→ Supplied information:
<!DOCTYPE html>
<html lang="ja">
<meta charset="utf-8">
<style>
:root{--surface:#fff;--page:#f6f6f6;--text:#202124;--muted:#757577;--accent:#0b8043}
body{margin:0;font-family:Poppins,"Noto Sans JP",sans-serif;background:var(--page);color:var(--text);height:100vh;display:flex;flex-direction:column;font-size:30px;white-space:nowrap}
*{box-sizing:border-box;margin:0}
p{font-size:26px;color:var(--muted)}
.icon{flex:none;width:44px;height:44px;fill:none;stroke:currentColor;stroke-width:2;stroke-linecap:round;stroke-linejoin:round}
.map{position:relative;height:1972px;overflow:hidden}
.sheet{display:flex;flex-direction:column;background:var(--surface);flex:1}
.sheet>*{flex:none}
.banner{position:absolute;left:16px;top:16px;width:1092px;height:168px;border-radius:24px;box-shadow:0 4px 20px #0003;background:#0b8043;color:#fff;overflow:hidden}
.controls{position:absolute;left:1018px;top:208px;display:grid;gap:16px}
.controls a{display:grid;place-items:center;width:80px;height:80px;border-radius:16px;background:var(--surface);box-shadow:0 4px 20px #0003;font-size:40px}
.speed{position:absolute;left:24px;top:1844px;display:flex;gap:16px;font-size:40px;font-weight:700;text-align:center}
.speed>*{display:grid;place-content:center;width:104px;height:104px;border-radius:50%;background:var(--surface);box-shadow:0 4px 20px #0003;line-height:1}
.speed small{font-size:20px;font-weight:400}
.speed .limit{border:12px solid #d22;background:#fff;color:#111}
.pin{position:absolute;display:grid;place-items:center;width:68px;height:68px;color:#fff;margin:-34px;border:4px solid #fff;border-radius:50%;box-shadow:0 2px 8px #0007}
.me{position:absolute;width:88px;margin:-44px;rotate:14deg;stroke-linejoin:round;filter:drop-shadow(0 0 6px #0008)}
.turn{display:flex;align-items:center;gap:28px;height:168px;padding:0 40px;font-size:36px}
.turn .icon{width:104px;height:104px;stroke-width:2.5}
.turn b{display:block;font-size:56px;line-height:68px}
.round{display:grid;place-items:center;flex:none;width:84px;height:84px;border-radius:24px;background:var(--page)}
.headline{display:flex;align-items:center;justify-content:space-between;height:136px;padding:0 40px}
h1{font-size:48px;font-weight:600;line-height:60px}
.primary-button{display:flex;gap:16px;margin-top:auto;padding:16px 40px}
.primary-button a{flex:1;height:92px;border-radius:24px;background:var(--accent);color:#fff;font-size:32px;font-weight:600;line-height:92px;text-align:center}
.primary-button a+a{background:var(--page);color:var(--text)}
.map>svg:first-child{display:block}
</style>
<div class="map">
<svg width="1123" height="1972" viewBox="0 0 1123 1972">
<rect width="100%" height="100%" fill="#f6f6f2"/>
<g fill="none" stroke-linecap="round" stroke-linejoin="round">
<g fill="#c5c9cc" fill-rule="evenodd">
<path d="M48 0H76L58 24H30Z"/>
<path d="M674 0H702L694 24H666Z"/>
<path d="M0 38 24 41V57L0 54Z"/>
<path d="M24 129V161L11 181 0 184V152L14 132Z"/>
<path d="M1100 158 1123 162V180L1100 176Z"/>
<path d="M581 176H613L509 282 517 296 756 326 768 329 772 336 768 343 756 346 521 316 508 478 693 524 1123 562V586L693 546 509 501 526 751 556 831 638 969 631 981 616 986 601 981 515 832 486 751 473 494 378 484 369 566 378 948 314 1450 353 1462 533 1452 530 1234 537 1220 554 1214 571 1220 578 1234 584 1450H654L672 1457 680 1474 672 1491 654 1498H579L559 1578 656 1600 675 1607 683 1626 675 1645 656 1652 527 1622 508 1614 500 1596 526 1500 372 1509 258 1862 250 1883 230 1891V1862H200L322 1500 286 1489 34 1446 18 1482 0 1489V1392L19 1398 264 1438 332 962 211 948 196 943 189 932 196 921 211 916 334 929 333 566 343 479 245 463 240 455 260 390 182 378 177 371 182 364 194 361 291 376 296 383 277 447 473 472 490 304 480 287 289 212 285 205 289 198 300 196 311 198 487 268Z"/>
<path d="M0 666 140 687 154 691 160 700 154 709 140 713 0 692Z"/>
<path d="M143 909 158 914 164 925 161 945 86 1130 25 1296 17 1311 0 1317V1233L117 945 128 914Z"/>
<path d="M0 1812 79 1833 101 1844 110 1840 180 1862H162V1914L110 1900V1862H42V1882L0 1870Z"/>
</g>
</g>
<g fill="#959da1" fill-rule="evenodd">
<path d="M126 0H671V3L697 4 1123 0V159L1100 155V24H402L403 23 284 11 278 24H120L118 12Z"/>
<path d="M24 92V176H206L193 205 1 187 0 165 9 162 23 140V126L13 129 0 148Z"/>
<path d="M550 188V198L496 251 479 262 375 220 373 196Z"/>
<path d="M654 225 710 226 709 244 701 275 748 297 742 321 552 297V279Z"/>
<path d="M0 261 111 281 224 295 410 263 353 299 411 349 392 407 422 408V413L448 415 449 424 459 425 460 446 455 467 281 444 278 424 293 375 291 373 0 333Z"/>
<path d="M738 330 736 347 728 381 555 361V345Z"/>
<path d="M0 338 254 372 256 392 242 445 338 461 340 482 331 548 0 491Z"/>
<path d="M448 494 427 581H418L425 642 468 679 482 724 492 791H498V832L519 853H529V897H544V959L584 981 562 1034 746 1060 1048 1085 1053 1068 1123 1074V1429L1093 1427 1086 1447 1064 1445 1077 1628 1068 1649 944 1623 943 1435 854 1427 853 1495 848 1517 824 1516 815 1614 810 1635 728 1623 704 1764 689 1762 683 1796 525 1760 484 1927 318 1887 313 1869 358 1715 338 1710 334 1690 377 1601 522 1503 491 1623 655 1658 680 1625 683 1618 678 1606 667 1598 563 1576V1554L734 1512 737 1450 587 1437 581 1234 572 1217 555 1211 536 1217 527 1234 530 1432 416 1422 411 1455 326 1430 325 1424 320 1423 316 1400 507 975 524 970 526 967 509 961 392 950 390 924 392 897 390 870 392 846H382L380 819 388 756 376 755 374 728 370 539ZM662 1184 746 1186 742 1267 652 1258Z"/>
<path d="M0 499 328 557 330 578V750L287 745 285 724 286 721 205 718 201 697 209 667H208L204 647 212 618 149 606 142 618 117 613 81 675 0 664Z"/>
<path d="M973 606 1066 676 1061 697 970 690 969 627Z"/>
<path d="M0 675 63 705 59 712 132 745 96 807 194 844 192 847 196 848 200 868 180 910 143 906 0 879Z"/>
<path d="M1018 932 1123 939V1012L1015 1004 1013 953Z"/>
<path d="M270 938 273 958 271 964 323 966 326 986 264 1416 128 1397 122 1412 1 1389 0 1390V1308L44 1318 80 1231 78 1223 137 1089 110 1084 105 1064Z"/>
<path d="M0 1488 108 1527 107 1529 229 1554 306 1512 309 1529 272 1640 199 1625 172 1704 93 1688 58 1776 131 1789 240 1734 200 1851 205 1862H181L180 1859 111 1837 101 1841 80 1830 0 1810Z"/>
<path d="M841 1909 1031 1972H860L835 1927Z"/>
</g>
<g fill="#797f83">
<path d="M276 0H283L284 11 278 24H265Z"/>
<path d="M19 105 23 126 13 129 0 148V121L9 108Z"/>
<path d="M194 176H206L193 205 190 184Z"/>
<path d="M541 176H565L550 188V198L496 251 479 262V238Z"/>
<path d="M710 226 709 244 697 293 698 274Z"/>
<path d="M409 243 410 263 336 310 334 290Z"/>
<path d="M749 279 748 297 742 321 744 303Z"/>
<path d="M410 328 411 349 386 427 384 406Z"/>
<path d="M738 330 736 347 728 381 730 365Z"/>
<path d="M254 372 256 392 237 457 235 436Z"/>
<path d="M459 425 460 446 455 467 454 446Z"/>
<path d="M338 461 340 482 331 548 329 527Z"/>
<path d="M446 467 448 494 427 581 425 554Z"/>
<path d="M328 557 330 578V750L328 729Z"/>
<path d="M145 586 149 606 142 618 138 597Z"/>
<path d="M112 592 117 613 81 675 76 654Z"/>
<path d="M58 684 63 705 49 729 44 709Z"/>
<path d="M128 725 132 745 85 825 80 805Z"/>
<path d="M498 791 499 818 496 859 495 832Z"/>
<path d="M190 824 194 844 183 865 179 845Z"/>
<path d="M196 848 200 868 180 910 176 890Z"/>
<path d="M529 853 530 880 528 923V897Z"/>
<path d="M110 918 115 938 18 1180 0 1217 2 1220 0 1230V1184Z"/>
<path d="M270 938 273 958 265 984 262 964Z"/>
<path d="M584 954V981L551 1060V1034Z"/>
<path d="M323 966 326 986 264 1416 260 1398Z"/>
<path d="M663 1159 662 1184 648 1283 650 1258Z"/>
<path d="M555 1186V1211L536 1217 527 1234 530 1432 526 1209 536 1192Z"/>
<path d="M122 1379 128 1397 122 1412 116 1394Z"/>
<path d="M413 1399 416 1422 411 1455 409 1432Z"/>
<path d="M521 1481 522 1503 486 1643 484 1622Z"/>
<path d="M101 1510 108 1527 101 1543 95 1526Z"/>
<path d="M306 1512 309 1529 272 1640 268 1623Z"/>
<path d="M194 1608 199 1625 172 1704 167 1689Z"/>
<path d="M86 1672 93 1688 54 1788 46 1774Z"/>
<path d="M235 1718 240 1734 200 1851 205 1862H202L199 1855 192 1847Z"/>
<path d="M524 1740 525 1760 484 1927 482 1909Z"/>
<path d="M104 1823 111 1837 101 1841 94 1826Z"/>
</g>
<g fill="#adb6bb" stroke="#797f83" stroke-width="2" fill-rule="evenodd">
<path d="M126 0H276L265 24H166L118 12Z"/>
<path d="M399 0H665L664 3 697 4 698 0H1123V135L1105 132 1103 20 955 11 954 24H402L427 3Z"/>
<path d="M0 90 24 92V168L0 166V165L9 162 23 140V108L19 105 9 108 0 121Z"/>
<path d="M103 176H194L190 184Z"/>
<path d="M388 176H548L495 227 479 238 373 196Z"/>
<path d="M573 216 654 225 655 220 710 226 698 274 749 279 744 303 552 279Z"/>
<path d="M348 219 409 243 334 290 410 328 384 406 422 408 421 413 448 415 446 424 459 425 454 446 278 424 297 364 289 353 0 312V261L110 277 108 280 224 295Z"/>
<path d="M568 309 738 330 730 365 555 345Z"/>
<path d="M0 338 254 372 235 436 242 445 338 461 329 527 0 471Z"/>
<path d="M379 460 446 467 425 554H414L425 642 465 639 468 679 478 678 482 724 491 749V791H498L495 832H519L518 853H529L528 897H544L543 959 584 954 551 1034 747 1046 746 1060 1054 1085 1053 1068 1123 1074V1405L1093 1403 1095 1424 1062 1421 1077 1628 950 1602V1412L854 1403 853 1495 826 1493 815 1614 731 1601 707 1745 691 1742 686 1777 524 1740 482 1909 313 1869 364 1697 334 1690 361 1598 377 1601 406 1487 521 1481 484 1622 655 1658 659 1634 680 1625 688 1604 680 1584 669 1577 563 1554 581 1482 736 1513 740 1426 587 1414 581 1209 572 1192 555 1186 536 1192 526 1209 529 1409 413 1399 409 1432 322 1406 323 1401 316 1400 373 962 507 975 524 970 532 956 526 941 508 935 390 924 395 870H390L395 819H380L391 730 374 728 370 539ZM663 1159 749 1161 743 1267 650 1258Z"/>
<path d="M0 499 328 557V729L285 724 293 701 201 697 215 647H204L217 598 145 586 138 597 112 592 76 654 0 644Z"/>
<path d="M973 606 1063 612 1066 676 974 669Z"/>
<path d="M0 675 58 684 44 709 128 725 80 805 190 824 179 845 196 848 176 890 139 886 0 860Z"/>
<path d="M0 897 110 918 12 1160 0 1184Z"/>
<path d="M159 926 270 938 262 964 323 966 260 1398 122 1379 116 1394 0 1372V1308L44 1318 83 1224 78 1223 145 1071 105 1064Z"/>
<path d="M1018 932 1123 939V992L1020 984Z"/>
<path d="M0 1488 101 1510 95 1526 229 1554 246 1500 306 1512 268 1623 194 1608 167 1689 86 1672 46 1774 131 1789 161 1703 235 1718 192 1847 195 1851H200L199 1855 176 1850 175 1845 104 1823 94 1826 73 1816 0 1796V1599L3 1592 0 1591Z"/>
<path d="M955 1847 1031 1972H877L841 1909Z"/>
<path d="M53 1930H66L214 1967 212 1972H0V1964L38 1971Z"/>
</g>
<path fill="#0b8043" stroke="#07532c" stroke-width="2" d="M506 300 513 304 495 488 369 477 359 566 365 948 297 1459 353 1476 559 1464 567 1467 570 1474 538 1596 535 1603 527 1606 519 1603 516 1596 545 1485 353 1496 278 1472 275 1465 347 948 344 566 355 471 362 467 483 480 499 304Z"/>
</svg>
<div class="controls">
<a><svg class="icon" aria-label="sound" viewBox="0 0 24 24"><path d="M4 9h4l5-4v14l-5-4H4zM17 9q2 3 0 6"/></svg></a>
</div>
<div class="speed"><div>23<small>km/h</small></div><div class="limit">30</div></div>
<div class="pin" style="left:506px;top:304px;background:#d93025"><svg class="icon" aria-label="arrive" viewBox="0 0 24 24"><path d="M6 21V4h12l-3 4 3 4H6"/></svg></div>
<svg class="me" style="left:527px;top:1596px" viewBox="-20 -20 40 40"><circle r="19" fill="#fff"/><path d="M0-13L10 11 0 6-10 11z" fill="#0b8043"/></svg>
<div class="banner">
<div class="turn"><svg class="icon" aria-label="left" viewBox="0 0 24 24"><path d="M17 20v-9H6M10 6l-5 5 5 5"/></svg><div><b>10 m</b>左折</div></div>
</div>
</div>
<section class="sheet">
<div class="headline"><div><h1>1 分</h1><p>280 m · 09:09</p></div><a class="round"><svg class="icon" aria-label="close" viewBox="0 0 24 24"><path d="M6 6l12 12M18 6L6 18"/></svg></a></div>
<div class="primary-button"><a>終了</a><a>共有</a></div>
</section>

→ Aim of the task: For every line in the material above, note whether the word "linecap" appears, then state the number of lines where it does and nothing else.

→ Written reply: 2